Exercise goal:
Set out exactly every line of the entries below, starting at the line that holds "M0,1392L85,1396" and stopping after the line that holds "M360,1405L365,1240L372,1118L491,1124L484,1245L365,1240".

[Stored data entries]
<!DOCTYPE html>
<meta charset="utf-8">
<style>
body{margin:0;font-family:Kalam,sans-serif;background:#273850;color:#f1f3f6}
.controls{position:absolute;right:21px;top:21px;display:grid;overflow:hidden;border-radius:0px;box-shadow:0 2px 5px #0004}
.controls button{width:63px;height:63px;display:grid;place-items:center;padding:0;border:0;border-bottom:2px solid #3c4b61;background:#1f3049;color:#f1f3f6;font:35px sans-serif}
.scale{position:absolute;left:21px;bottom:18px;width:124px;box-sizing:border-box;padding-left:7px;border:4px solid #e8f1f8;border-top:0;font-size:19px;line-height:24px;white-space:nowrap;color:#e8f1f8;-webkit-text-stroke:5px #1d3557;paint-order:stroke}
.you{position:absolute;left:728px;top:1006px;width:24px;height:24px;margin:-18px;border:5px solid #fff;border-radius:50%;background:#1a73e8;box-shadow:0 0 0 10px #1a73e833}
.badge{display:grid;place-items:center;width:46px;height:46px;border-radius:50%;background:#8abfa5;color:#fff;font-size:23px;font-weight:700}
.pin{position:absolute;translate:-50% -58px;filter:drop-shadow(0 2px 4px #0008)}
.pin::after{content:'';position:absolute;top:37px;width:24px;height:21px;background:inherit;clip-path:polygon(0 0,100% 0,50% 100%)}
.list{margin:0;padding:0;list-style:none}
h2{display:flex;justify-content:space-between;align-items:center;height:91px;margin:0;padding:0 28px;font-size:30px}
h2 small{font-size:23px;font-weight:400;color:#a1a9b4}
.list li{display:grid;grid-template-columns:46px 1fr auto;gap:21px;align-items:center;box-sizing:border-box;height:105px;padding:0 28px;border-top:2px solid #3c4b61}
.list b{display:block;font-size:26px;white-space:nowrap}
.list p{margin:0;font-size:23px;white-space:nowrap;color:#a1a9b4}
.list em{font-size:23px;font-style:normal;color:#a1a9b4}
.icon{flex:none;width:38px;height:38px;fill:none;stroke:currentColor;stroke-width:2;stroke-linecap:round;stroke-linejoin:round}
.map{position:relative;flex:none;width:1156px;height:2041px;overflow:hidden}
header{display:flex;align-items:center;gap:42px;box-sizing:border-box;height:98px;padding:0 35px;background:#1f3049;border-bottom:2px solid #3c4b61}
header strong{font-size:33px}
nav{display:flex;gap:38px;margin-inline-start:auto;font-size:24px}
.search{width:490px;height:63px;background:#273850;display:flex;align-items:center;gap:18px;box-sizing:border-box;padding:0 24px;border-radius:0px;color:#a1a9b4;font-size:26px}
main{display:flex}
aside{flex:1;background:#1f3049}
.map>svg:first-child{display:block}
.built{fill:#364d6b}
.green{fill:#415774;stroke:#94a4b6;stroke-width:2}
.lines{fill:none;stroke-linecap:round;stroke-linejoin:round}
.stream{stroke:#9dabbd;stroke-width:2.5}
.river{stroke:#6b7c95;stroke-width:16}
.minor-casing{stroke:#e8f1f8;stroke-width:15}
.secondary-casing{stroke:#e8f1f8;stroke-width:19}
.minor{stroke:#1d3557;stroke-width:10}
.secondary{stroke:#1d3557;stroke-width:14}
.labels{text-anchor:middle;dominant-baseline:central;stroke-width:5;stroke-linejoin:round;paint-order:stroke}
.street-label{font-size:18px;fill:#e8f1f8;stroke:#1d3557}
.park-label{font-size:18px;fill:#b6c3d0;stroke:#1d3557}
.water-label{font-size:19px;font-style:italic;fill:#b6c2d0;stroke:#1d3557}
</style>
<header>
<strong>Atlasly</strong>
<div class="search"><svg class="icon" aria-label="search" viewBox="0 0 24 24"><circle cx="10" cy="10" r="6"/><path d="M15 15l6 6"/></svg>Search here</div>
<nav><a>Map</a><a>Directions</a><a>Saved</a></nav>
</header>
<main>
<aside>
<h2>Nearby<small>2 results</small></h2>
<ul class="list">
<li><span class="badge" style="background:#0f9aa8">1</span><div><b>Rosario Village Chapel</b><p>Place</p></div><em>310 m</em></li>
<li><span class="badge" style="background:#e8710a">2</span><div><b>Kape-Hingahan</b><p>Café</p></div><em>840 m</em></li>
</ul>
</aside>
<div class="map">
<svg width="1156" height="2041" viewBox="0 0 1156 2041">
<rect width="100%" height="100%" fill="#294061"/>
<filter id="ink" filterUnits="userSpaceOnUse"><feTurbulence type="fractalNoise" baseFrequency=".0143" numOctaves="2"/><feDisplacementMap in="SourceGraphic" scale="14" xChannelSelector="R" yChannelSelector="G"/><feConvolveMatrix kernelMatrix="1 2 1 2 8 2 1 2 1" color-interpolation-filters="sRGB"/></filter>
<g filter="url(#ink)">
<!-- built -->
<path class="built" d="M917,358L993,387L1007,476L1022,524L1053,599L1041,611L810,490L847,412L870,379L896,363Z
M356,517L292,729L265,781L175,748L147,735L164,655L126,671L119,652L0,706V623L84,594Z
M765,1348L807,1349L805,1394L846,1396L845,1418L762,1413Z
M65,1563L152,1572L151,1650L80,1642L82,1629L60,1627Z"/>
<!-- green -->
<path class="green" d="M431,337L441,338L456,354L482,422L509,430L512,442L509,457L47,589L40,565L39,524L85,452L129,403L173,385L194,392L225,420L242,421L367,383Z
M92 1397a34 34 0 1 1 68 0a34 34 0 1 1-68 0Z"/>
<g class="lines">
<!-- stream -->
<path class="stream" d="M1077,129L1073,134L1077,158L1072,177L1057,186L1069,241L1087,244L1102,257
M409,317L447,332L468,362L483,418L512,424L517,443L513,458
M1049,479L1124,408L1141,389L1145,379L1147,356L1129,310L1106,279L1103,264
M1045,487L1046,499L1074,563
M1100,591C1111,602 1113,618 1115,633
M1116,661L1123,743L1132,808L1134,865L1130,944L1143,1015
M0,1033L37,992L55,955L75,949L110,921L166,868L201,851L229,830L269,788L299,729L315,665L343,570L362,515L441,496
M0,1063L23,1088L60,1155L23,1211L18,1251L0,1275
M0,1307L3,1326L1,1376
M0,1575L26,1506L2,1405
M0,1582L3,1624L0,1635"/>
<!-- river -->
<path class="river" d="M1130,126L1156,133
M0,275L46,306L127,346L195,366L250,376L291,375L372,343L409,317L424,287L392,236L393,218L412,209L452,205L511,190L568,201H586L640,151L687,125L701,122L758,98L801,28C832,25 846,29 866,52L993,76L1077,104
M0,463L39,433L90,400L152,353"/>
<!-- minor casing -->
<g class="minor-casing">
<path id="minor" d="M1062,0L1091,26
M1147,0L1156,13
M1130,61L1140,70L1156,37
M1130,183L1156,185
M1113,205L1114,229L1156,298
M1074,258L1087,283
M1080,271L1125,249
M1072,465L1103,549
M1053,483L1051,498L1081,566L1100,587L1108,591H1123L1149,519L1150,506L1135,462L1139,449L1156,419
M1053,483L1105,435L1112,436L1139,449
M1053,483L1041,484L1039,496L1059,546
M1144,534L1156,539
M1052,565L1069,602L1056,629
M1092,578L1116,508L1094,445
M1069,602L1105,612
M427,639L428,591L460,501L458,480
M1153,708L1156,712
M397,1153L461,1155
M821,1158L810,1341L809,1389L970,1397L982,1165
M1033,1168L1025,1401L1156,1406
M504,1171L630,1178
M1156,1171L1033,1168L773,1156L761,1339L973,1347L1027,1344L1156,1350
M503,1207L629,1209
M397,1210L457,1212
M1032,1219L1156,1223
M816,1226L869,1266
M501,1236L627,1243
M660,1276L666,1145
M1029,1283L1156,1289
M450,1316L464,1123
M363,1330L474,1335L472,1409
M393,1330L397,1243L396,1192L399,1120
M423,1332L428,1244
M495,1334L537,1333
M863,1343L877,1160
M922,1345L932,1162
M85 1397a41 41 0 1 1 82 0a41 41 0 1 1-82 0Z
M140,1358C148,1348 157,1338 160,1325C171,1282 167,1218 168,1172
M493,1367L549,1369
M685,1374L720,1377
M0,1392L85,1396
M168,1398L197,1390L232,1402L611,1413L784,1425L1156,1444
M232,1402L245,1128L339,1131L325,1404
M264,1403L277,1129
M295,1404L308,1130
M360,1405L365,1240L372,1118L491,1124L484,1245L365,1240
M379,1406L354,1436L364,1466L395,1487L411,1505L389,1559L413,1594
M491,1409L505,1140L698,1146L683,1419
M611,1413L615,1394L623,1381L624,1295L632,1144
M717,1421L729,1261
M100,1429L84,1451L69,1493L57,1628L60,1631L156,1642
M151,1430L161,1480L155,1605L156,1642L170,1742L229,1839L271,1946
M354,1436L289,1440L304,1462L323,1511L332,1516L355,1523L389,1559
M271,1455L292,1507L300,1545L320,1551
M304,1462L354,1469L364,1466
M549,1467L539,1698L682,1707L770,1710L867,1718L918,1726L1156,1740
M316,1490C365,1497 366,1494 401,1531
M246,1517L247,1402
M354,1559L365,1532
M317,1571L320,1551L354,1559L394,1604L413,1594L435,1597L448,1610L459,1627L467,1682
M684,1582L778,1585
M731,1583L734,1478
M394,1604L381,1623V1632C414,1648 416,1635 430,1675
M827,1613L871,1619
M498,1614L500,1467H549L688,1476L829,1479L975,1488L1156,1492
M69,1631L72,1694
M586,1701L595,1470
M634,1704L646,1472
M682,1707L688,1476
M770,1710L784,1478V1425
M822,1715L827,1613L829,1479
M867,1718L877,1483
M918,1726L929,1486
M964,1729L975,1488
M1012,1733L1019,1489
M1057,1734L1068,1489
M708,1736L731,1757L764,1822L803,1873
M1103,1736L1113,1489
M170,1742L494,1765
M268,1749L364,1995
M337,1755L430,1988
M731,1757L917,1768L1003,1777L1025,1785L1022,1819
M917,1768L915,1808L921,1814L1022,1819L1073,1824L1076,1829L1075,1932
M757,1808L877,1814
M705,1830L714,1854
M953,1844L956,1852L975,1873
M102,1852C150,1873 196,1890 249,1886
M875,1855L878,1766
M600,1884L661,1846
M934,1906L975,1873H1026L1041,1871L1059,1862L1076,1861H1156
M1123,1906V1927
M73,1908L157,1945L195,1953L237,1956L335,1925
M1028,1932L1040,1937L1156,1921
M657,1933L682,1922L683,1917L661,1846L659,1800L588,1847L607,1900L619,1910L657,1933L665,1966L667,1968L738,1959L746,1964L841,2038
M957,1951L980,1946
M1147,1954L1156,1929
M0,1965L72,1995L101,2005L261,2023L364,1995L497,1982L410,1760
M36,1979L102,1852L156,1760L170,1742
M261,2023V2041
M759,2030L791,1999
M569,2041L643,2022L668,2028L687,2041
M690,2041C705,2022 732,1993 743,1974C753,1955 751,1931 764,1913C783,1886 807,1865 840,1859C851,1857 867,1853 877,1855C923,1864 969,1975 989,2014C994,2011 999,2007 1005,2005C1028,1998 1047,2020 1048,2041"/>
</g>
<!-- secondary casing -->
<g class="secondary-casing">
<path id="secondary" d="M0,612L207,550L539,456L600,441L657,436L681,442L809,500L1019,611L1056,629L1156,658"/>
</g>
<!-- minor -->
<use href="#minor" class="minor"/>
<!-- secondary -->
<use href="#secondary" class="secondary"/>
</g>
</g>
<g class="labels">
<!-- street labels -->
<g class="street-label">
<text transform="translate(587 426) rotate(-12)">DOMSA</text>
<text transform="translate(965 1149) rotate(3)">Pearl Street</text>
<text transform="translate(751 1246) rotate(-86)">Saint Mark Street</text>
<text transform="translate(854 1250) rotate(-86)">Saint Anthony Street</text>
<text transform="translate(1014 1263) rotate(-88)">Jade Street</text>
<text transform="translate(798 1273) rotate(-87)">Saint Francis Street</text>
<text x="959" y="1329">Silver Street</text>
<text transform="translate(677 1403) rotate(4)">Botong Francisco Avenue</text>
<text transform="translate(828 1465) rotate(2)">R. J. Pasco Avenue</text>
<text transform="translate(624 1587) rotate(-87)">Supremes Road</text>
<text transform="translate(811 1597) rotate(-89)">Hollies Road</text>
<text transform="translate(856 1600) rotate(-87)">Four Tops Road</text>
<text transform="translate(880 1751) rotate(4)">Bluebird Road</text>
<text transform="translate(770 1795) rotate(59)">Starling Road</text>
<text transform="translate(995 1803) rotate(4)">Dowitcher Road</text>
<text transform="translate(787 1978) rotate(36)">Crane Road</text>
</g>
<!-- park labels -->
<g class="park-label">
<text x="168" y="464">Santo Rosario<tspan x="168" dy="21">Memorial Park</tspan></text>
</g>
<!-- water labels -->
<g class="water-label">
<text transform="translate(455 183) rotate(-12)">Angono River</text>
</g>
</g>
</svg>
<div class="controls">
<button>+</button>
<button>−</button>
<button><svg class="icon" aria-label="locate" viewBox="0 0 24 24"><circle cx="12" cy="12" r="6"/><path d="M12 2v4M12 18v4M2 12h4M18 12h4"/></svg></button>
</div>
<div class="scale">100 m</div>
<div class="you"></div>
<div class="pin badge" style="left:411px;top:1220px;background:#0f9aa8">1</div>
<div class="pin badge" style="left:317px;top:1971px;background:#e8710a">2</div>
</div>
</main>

Answer to the problem:
M0,1392L85,1396
M168,1398L197,1390L232,1402L611,1413L784,1425L1156,1444
M232,1402L245,1128L339,1131L325,1404
M264,1403L277,1129
M295,1404L308,1130
M360,1405L365,1240L372,1118L491,1124L484,1245L365,1240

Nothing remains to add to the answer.